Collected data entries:
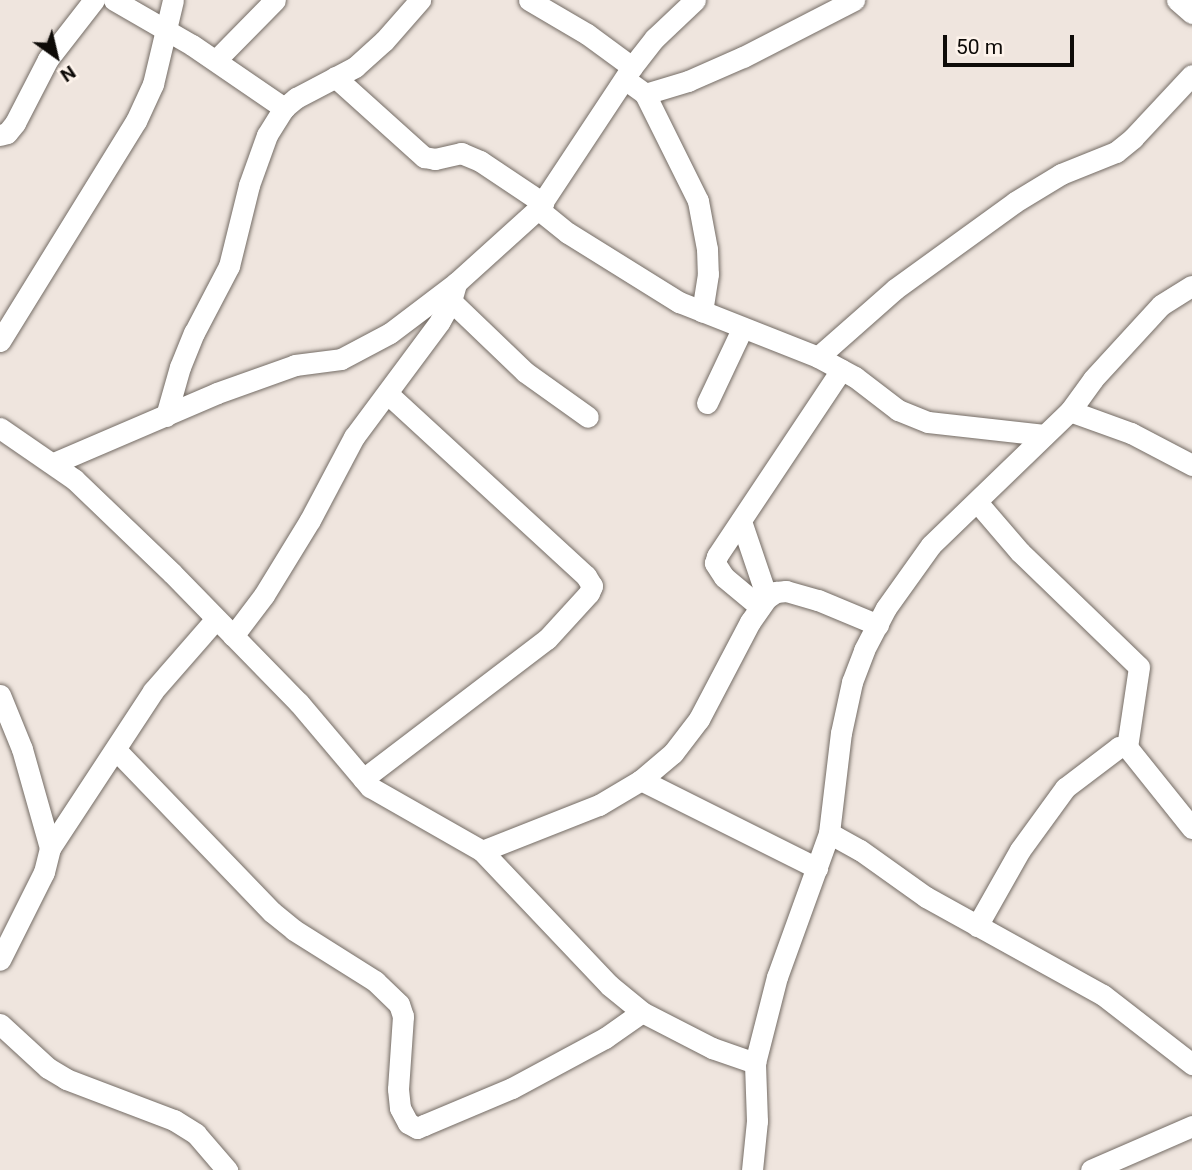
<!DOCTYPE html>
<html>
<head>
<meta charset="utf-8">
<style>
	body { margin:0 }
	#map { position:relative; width:1192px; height:1170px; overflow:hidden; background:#efe5de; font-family:Roboto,sans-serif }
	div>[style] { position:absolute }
	.roads { filter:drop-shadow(0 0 2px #746c65) drop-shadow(0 0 2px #746c65) }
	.minor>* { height:21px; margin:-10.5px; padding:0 10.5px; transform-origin:10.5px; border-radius:10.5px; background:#fff }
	span { translate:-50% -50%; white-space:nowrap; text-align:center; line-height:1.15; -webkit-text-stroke:7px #fdf3eb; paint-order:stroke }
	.north { position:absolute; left:21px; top:21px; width:70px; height:70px; -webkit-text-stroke:5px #fdf3eb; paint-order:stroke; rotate:146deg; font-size:19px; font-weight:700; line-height:28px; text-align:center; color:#0e0b08 }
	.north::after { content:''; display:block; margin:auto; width:24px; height:32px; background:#0e0b08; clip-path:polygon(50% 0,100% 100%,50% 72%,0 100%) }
	.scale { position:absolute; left:943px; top:35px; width:131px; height:32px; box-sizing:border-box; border:4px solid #0e0b08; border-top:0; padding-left:9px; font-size:21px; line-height:24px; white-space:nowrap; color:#0e0b08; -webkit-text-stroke:5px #fdf3eb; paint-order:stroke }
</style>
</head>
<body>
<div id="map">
	<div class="roads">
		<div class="minor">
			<div style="left:114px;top:0;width:90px;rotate:30deg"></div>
			<div style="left:192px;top:45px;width:112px;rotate:34.4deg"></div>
			<div style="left:529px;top:0;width:67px;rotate:30.4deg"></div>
			<div style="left:587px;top:34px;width:56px;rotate:36.3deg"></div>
			<div style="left:1177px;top:0;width:20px;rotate:41deg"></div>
			<div style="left:216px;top:60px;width:84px;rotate:-45.5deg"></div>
			<div style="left:335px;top:77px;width:120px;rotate:42deg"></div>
			<div style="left:424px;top:157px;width:11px;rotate:10deg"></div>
			<div style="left:435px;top:159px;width:27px;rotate:-13deg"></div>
			<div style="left:461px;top:153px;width:21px;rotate:23deg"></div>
			<div style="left:480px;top:161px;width:76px;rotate:33.7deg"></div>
			<div style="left:626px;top:80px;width:24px;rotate:36deg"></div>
			<div style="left:645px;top:94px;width:119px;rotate:63.6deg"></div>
			<div style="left:698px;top:201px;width:49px;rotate:79.4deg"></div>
			<div style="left:707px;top:249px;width:25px;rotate:88deg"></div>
			<div style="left:708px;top:274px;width:38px;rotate:99deg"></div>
			<div style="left:645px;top:94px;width:45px;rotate:-16.8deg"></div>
			<div style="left:688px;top:81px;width:60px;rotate:-23.6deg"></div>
			<div style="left:743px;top:57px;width:125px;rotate:-27.2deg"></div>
			<div style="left:0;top:135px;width:7px;rotate:-16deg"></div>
			<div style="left:7px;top:133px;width:13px;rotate:-51deg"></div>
			<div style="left:15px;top:123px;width:72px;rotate:-62.7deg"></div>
			<div style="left:48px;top:59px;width:75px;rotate:-52.1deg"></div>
			<div style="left:538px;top:209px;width:38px;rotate:39deg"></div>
			<div style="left:568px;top:233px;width:131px;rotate:31.9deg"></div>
			<div style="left:679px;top:302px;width:149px;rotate:21.6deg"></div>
			<div style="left:818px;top:357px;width:42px;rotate:28.4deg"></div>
			<div style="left:855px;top:377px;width:54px;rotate:37.5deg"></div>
			<div style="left:898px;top:410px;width:32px;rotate:22deg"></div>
			<div style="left:928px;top:422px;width:117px;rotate:6.4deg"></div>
			<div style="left:451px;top:301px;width:103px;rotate:43.8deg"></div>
			<div style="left:525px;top:372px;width:77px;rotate:35.5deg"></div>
			<div style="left:0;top:341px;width:259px;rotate:-58.3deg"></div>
			<div style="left:136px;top:121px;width:41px;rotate:-65.3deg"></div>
			<div style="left:153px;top:84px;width:86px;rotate:-76.6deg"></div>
			<div style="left:818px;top:357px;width:103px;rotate:-41.4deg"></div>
			<div style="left:895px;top:289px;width:148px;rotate:-35.9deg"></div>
			<div style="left:1015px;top:202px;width:54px;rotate:-31.3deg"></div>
			<div style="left:1061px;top:174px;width:59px;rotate:-21.8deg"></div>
			<div style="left:1116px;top:152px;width:22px;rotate:-39deg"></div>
			<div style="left:1133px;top:138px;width:86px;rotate:-46.9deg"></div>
			<div style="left:707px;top:403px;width:82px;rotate:-64.7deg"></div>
			<div style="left:1070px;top:411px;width:65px;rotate:19.8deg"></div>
			<div style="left:1131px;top:433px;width:69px;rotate:27.7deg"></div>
			<div style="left:166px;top:416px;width:51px;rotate:-74.1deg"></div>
			<div style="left:180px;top:367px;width:37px;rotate:-68deg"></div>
			<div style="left:194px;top:333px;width:76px;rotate:-62.4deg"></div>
			<div style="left:229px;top:266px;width:83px;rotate:-76.1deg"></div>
			<div style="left:249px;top:185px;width:53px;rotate:-70.2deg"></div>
			<div style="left:267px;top:135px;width:32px;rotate:-58deg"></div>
			<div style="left:284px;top:108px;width:16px;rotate:-40deg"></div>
			<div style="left:296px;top:98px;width:67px;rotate:-27.7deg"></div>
			<div style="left:355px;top:67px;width:39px;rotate:-42deg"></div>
			<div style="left:384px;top:41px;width:55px;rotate:-48.7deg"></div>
			<div style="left:0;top:428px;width:90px;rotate:34.6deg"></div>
			<div style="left:74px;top:479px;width:136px;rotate:43.8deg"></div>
			<div style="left:172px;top:573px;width:182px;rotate:45.7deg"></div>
			<div style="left:299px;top:703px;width:110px;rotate:49.8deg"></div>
			<div style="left:370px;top:787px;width:129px;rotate:29.7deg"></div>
			<div style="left:482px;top:851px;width:185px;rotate:46.5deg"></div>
			<div style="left:609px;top:985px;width:43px;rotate:39.3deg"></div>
			<div style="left:642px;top:1012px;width:79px;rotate:27.2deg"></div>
			<div style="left:712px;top:1048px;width:46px;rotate:19.2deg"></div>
			<div style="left:54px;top:463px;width:177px;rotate:-23.2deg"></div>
			<div style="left:217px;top:393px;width:83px;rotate:-19.7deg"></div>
			<div style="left:295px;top:365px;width:46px;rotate:-7.4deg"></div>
			<div style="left:341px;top:359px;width:55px;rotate:-28deg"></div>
			<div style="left:390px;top:333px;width:83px;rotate:-37.1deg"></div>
			<div style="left:456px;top:283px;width:110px;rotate:-42.1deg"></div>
			<div style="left:538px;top:209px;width:170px;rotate:-56.5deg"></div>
			<div style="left:632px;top:67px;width:37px;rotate:-52deg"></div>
			<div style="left:655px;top:38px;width:55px;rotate:-43.5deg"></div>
			<div style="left:977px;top:502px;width:66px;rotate:49.3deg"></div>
			<div style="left:1020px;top:552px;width:165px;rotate:44deg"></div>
			<div style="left:1139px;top:667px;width:81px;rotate:98.5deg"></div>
			<div style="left:741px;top:521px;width:81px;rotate:71.3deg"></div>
			<div style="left:760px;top:607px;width:47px;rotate:-140.2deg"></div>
			<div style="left:724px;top:577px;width:17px;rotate:-123deg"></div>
			<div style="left:715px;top:563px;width:7px;rotate:-74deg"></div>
			<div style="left:717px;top:556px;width:224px;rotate:-56.3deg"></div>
			<div style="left:233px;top:636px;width:51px;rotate:-52.9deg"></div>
			<div style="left:264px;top:595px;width:88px;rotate:-58.5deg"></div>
			<div style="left:310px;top:520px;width:94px;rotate:-62.1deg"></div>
			<div style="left:354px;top:437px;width:144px;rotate:-53.4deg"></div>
			<div style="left:440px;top:321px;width:23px;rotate:-61deg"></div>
			<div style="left:451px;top:301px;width:19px;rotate:-74deg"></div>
			<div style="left:0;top:695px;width:58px;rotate:67.8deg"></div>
			<div style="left:22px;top:749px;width:103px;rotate:74.2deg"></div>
			<div style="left:50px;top:848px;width:25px;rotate:104deg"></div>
			<div style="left:44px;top:872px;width:98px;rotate:116.6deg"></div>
			<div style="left:116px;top:750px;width:225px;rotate:46.1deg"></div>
			<div style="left:272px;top:912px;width:28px;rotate:39deg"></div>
			<div style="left:294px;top:930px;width:96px;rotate:32.2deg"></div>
			<div style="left:375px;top:981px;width:33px;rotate:44deg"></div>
			<div style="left:399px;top:1004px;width:13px;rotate:72deg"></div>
			<div style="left:403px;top:1016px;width:73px;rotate:93.9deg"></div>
			<div style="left:398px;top:1089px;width:19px;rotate:84deg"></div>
			<div style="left:400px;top:1108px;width:17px;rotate:62deg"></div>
			<div style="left:408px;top:1123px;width:10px;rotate:29deg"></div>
			<div style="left:417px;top:1128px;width:8px;rotate:-23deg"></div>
			<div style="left:424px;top:1125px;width:95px;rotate:-22.8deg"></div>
			<div style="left:512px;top:1088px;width:106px;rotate:-28.3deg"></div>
			<div style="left:605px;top:1038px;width:45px;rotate:-35.1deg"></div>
			<div style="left:363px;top:779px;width:231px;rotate:-37.3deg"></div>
			<div style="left:547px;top:639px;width:62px;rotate:-47.6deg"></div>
			<div style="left:589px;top:593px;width:8px;rotate:-67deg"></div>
			<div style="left:592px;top:586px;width:12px;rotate:-121deg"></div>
			<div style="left:586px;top:576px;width:269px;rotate:-137.4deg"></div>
			<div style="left:641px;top:780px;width:197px;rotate:26.6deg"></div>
			<div style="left:829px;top:833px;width:35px;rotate:29deg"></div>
			<div style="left:860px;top:850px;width:81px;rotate:35.5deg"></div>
			<div style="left:926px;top:897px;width:202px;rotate:29deg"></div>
			<div style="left:1103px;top:995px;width:113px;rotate:37.8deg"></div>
			<div style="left:50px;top:848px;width:188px;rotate:-56.7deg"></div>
			<div style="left:153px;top:691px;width:94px;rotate:-48.9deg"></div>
			<div style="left:482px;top:851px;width:126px;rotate:-21.5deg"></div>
			<div style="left:599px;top:805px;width:49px;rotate:-30.8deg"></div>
			<div style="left:641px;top:780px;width:42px;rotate:-40.2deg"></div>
			<div style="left:673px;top:753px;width:43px;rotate:-52.6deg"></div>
			<div style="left:699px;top:719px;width:110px;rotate:-62.3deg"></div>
			<div style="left:750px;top:622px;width:29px;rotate:-55deg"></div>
			<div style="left:767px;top:598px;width:11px;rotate:-34deg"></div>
			<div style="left:776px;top:592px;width:10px;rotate:-6deg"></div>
			<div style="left:786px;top:591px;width:33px;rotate:16deg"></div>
			<div style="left:818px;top:600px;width:65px;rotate:22.6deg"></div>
			<div style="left:977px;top:926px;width:87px;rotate:-60.5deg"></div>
			<div style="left:1020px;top:850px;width:77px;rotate:-54deg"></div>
			<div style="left:1065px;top:788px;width:68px;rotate:-37.2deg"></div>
			<div style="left:1119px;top:747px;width:8px"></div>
			<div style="left:1127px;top:747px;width:104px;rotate:51.3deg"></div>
			<div style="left:0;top:1024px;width:65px;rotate:42.5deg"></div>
			<div style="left:48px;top:1068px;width:21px;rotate:31deg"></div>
			<div style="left:66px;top:1079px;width:116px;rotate:20.8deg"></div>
			<div style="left:174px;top:1120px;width:26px;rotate:32deg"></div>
			<div style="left:196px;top:1134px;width:48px;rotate:49.3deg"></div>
			<div style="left:752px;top:1170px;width:49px;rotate:-84.2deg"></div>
			<div style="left:757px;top:1121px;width:58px;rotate:-92deg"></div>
			<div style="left:755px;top:1063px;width:89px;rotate:-75.7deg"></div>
			<div style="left:777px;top:977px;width:153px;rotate:-70.1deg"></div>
			<div style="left:829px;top:833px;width:101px;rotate:-83.2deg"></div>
			<div style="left:841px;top:733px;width:52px;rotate:-77.8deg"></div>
			<div style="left:852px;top:682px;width:34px;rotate:-69deg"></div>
			<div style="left:864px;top:650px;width:47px;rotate:-62.4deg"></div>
			<div style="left:886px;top:608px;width:77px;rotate:-54.5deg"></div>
			<div style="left:931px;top:545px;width:193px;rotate:-44deg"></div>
			<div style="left:1070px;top:411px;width:39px;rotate:-54deg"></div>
			<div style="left:1093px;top:379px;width:100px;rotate:-47.4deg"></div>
			<div style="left:1161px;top:305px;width:36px;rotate:-32deg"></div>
			<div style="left:1091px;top:1170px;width:110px;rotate:-23.5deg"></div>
		</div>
	</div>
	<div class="north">N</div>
	<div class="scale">50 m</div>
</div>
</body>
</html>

Exercise objective: In the entries above, find the line that contains "translate:-50% -50%; white-space:nowrap;", then repeat exactly every line from the first one through that line, with no pictures.

Task response:
<!DOCTYPE html>
<html>
<head>
<meta charset="utf-8">
<style>
	body { margin:0 }
	#map { position:relative; width:1192px; height:1170px; overflow:hidden; background:#efe5de; font-family:Roboto,sans-serif }
	div>[style] { position:absolute }
	.roads { filter:drop-shadow(0 0 2px #746c65) drop-shadow(0 0 2px #746c65) }
	.minor>* { height:21px; margin:-10.5px; padding:0 10.5px; transform-origin:10.5px; border-radius:10.5px; background:#fff }
	span { translate:-50% -50%; white-space:nowrap; text-align:center; line-height:1.15; -webkit-text-stroke:7px #fdf3eb; paint-order:stroke }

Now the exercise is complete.